Friday, July 27, 2018 / 08:56AM / NSE
Oando PLC (referred to as “Oando” or the “Group”), Nigeria’s leading indigenous energy group listed on both The Nigerian and Johannesburg Stock Exchange, today announced its unaudited results for the six months period ended June 30, 2018.
Commenting on the results Wale Tinubu, Group Chief Executive, Oando PLC said:
“I am pleased to report that Oando PLC has made significant progress in 2018, evidenced by our substantial free cash flow generation and profitability. Oil prices have rallied over the last year, a direct consequence of increasing demand and reduced supply. Higher oil prices, and the resolution of Joint Venture funding challenges with the Nigerian National Petroleum Corporation has driven increased investment in the upstream sector. This stable operating environment, coupled with our fiscal prudence, has reinforced our solid financial footing as we continue to build on the momentum garnered in 2017.”
• Turnover increased by 11%, N297.3 billion compared to N267.0 billion (H1 2017)
• Gross Profit increased by 53%, N51.0 billion compared to N33.4 billion (H1 2017)
• Profit-After-Tax increased by 86%, N8.5 billion compared to N4.6 billion (H1 2017)
• Oando Energy Resources (OER) recorded 5% cumulative production decrease in H1 2018. 6.8MMboe (average 37,814 boe/day) H1 2018 compared to 7.2MMboe (average 39,950 boe/day) in the comparative period of H1 2017.
• OER recorded a 55% increase in capital expenditures related to the development of oil and gas assets and exploration activities. $24.7 million (N8.9 billion) in H1 2018 compared to $15.9 million (N4.9 billion) in 2017.
The first half of 2018 picked up on the industry recovery witnessed in 2017. Brent prices averaged $69.87 per barrel, resulting in a 38% increase in realized crude selling price compared to the same period in 2017. Performance was further buoyed by sale price increases of 19% for NGL and 13% for our natural gas deliveries.
OER recorded a cumulative production of 6.8 million barrels of oil equivalent compared to 7.2 million barrels in the same period of 2017, primarily due to storage constraints and downtime on well 7 at our Ebendo field in OML 56. We also witnessed reduced gas production due to shut-ins suffered at OML 60-63 as a result of repairs and maintenance. Capital Expenditures of $24.7 million (N8.9 billion) were expended in H1 2018, compared to $15.9 million (N4.9 billion) in 2017. These were primarily maintenance CAPEX focused on drilling activities and facilities maintenance as well as exploration related activities.
• Oando Trading Dubai (OTD) recorded a total of 6.6 million barrels of Crude Oil traded and 195,497MT of petroleum products delivered in H1 2018
• Trading Revenues remained relatively stable at just over N219.2 billion ($608 million).
In the past six months, OTD has traded 6.6 million barrels of crude oil under various contracts with the Nigerian National Petroleum Corporation (NNPC) as well as delivering over 195,000MT of refined products, acting as a key source of liquidity to the Oando Group.
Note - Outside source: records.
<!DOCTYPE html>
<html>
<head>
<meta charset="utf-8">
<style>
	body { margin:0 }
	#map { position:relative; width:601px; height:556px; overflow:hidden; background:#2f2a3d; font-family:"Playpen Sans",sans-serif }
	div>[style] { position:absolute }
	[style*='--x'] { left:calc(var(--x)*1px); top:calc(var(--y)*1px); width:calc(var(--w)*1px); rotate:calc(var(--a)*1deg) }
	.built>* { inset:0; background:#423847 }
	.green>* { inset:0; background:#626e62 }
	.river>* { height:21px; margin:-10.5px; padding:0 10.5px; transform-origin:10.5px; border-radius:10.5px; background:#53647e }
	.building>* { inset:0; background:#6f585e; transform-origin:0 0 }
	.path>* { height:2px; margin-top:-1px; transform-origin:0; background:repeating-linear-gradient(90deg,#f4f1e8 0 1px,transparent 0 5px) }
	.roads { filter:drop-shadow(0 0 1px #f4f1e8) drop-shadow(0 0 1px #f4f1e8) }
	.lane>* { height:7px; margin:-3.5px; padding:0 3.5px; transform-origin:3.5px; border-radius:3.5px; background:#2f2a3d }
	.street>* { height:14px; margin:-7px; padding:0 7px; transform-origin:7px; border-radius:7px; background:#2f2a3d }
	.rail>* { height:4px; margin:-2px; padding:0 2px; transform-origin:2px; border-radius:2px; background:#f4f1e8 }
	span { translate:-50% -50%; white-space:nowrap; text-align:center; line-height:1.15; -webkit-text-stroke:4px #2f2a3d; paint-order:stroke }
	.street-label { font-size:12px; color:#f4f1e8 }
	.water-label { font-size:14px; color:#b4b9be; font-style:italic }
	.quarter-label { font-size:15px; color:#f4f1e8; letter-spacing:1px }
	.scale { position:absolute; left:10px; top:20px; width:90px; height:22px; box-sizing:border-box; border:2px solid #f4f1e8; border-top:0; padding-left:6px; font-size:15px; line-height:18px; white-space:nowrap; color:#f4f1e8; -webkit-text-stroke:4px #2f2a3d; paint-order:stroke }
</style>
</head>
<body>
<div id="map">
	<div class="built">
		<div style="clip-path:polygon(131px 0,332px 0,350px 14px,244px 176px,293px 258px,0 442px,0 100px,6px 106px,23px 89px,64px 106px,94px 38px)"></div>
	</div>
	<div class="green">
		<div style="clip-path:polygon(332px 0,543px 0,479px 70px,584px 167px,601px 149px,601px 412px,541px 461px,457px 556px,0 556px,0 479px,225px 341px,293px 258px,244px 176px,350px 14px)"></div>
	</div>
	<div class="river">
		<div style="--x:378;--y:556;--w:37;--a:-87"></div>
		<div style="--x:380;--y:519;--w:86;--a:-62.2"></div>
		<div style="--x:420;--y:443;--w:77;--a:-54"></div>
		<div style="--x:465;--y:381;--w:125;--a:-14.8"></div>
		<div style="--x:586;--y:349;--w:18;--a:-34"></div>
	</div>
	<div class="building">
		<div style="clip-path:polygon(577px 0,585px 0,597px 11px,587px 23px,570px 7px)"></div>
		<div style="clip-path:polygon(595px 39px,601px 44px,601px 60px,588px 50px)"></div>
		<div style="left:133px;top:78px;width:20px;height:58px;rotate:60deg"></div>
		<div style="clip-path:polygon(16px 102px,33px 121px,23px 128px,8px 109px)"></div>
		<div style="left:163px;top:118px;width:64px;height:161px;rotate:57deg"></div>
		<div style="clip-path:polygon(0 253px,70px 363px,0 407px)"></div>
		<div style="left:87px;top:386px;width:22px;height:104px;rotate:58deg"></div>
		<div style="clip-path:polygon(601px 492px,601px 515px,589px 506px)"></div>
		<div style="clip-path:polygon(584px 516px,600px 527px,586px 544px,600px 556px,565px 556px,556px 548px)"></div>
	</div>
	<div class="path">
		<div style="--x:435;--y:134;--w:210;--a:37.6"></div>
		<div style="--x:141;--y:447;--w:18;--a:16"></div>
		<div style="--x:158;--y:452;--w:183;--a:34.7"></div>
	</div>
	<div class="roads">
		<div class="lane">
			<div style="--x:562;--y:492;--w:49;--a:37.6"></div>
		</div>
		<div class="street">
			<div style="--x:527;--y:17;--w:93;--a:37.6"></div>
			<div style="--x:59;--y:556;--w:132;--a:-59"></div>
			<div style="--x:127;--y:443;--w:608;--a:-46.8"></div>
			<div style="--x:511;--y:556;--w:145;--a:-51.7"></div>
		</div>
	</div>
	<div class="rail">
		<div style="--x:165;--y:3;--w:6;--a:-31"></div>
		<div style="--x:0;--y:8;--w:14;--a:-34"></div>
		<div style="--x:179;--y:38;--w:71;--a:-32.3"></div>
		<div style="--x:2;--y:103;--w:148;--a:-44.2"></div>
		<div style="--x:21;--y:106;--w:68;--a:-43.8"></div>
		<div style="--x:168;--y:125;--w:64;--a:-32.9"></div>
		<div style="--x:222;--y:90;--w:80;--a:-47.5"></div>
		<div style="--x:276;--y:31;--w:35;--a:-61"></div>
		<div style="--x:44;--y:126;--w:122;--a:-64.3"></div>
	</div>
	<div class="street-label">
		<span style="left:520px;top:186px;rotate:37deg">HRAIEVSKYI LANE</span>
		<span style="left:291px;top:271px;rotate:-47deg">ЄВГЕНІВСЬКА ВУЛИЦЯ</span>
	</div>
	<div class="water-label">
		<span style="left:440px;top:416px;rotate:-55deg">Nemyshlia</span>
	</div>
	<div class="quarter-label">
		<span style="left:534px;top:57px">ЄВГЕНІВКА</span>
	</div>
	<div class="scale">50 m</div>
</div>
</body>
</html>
OTD continues to solidify its relationships with leading international and local banks.
2018 has witnessed a much healthier oil industry, recovering from the last few years of low prices, enforced capital discipline, productivity efficiencies and portfolio realignments. We will continue to drive growth and profitability via our dollar earning portfolios. Our plans in the upstream involves production growth via investment in targeted profitable projects whilst maintaining fiscal prudence, to ensure we remain less sensitive to short-term price fluctuations. In our Trading business, current plans for growth include expansion of our trading structures in Africa, capitalizing on expanding scope in Southern and East Africa, as well as developing key supply mechanisms into the Middle East and North Africa.